ERP automation tools
With processes streamlined and core finance operating software optimised, the next opportunity is to invest in process specific automation tools across high volume low value transaction types. Examples of areas to target for automation include expenses, accounts payable and period end close.
For example, most Finance system vendors offer travel and expense (T&E) systems to replace the manual paper or spreadsheet based double capture systems used in many companies. In the first stage the expense originator captures their expenses on the spreadsheet then, after approval, the second stage is a finance person transferring the data into the ERP for payment. Moving from a manual to a digital system (for example HMRC’s Making Tax Digital) enables the business to cut the second stage as the originating user captures their expenses directly into the expenses tool usually on their mobile phone, for authorisation and payment.
Automation tools will help free finance team members from repetitive and often boring data capture and processing work to enable them to fulfil a knowledge worker role that enables them to add value to the business and improve business performance. The tools will deliver the same outcomes in a quicker and cheaper way of working.
With best fit automation tools installed, the company can assess and further deploy robotics and machine learning applications to release more knowledge worker time away from low value work to further refine and optimise processes. The next stage may be to review planning, reporting and analytics to add value in the change and transformation process.
Robotic process automation tools have advance significantly over the past few years. These now come in the form of unattended (working in the background waiting for an event like an invoice to be received be email) to attended robots driven by the user to action a repetitive process like a balance sheet reconciliation.

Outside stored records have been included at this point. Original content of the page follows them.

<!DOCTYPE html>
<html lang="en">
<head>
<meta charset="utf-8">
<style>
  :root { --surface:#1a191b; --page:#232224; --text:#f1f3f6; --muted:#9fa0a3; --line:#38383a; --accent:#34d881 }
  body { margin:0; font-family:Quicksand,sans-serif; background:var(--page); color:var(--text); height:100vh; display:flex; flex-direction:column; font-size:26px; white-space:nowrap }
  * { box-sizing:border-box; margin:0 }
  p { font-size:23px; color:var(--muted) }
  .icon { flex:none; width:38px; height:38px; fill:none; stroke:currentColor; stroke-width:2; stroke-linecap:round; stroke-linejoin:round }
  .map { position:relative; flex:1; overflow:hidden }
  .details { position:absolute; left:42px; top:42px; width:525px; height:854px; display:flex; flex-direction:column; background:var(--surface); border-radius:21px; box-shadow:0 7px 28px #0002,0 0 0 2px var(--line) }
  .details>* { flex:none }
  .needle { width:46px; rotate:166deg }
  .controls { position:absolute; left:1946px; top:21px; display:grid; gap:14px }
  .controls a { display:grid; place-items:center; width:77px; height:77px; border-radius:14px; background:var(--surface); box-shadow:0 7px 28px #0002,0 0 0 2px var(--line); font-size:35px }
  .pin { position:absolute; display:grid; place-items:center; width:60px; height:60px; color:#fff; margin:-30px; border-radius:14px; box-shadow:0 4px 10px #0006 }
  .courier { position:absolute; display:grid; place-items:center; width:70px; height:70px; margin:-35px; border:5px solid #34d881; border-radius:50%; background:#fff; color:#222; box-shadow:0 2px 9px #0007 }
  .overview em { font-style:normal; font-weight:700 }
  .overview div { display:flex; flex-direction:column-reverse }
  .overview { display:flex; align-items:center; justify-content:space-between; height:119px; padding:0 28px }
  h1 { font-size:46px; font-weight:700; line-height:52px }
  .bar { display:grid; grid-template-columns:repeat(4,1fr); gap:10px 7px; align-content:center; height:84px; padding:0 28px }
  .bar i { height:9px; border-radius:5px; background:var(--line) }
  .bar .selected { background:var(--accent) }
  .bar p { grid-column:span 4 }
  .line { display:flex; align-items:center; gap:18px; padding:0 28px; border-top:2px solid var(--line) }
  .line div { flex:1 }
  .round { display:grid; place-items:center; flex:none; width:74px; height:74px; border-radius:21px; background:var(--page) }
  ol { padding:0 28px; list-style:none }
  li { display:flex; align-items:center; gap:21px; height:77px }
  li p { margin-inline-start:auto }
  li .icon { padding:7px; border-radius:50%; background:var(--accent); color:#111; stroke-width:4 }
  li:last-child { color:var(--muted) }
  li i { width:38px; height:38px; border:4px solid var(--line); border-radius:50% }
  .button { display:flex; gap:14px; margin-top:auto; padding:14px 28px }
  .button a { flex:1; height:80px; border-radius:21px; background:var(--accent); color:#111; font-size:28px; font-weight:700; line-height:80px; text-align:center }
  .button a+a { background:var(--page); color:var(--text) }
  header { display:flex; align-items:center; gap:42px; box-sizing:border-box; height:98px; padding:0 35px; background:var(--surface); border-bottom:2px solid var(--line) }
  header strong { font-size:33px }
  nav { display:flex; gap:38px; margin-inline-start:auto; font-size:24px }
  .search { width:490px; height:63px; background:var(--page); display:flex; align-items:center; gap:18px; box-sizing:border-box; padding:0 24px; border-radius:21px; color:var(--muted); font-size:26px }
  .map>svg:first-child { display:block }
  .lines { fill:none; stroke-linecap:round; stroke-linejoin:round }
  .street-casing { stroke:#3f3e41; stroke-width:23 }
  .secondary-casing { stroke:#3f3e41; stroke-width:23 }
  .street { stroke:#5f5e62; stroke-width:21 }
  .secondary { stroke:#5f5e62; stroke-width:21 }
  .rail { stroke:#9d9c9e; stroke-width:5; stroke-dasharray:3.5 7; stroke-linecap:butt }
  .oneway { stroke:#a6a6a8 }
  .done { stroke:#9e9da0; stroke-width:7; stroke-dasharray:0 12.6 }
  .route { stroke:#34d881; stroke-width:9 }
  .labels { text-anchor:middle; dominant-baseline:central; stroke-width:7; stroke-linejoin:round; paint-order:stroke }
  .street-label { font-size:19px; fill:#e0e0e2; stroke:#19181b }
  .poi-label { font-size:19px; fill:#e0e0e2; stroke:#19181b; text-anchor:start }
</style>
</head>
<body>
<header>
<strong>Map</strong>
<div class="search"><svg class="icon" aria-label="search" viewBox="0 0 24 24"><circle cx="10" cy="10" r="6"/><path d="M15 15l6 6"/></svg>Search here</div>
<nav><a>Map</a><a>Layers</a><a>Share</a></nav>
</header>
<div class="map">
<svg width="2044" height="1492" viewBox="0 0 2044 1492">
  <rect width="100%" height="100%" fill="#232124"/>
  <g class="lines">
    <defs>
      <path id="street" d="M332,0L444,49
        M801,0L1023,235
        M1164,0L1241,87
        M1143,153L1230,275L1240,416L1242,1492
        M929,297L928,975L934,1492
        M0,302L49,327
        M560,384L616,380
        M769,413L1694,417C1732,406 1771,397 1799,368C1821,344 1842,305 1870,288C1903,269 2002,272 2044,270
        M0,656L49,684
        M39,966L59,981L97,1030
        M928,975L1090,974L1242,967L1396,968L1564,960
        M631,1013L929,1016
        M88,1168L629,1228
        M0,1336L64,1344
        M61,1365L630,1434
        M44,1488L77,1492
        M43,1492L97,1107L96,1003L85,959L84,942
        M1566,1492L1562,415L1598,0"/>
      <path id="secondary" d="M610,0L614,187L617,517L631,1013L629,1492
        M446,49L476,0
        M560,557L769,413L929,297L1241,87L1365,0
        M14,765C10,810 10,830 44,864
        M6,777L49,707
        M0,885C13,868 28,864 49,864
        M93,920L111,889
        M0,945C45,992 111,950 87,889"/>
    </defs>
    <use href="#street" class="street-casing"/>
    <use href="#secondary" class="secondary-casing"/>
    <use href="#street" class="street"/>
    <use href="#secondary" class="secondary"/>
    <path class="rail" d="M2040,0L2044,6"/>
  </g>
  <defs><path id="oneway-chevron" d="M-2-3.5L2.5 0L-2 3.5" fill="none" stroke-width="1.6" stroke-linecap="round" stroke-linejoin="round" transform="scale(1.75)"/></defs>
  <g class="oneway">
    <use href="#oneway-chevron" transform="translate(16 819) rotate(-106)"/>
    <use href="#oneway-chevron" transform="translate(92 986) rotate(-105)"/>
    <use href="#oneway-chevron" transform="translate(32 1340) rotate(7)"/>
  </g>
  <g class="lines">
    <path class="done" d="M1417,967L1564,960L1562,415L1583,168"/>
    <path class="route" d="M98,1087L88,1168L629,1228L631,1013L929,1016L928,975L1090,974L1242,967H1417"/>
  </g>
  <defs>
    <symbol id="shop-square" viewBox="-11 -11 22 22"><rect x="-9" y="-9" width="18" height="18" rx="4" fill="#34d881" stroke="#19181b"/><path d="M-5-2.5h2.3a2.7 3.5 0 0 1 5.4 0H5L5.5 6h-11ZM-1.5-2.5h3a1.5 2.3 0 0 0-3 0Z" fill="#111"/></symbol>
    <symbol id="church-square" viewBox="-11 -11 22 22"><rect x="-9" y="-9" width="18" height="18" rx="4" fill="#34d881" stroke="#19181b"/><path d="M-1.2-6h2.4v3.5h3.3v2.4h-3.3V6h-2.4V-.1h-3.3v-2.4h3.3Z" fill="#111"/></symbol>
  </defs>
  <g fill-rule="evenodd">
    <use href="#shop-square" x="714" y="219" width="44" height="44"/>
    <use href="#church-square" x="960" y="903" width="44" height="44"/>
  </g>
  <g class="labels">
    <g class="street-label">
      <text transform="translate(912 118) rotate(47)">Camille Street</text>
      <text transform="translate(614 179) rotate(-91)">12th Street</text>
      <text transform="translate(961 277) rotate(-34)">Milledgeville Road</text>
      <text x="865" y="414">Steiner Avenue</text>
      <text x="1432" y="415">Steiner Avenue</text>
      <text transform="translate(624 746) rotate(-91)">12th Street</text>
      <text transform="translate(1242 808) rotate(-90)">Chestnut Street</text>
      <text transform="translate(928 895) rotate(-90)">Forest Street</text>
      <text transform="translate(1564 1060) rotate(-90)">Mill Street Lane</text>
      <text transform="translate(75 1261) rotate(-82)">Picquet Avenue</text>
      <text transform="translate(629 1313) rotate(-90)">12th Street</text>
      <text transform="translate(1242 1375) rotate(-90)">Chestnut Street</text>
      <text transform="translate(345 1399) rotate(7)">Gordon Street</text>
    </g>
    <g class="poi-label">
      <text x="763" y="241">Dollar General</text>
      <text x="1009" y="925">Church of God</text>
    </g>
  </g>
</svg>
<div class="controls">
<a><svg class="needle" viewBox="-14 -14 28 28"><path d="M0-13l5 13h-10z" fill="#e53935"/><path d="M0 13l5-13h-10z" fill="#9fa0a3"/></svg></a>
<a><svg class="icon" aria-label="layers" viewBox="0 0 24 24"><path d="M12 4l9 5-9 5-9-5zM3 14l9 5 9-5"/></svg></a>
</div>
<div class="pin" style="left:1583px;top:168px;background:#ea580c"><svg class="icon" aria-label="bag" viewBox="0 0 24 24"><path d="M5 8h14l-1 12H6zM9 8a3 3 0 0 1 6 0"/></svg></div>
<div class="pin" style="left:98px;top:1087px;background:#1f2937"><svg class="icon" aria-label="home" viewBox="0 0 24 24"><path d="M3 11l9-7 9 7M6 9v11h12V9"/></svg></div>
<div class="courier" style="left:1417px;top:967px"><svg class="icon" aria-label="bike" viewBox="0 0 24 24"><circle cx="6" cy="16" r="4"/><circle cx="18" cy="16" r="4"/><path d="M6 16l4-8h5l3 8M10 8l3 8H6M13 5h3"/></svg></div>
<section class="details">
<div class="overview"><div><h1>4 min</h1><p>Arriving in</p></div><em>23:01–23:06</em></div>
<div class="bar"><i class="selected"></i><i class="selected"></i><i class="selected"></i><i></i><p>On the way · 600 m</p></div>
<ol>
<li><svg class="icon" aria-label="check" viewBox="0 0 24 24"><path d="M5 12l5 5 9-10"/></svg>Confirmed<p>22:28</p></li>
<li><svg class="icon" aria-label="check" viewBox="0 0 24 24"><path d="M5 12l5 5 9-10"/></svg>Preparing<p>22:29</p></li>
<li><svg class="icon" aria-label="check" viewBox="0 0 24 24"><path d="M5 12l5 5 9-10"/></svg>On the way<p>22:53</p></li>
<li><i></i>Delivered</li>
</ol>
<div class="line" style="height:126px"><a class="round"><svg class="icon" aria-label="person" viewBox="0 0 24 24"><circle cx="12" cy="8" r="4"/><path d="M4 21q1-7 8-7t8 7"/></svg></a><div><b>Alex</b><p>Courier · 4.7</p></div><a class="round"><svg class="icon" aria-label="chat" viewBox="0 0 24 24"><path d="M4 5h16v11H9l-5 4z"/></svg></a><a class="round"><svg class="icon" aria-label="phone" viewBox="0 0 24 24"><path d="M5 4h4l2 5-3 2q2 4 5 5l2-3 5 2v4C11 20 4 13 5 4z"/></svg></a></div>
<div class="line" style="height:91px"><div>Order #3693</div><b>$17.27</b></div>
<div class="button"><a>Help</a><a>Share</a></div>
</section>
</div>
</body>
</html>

The next iteration of the RPA is RPD – robotic process discovery – where a robot watches all the actions taken on a group of user’s computers and then works to identify the process. Much as was explained in the Lean Process Mapping section earlier. In addition to identifying the process, often overlooked steps and actions are surfaced to the business that can be reviewed to be transformed and offer further value to the business.
External events outside the Finance function may result in a forced change being made across process, procedure or systems. There are opportunities to use the change to transform the way the Finance function supports the business. Lean process mapping, upgrading software and using automation tools are ways a business can deliver value during a change. This can make the Finance function more efficient by cutting waste, improving process or delivering quicker outcomes. Along the way staff are freed to deliver more of the interesting value add activities to support and improve business performance. The finance function can find value in transformation and own their legacy.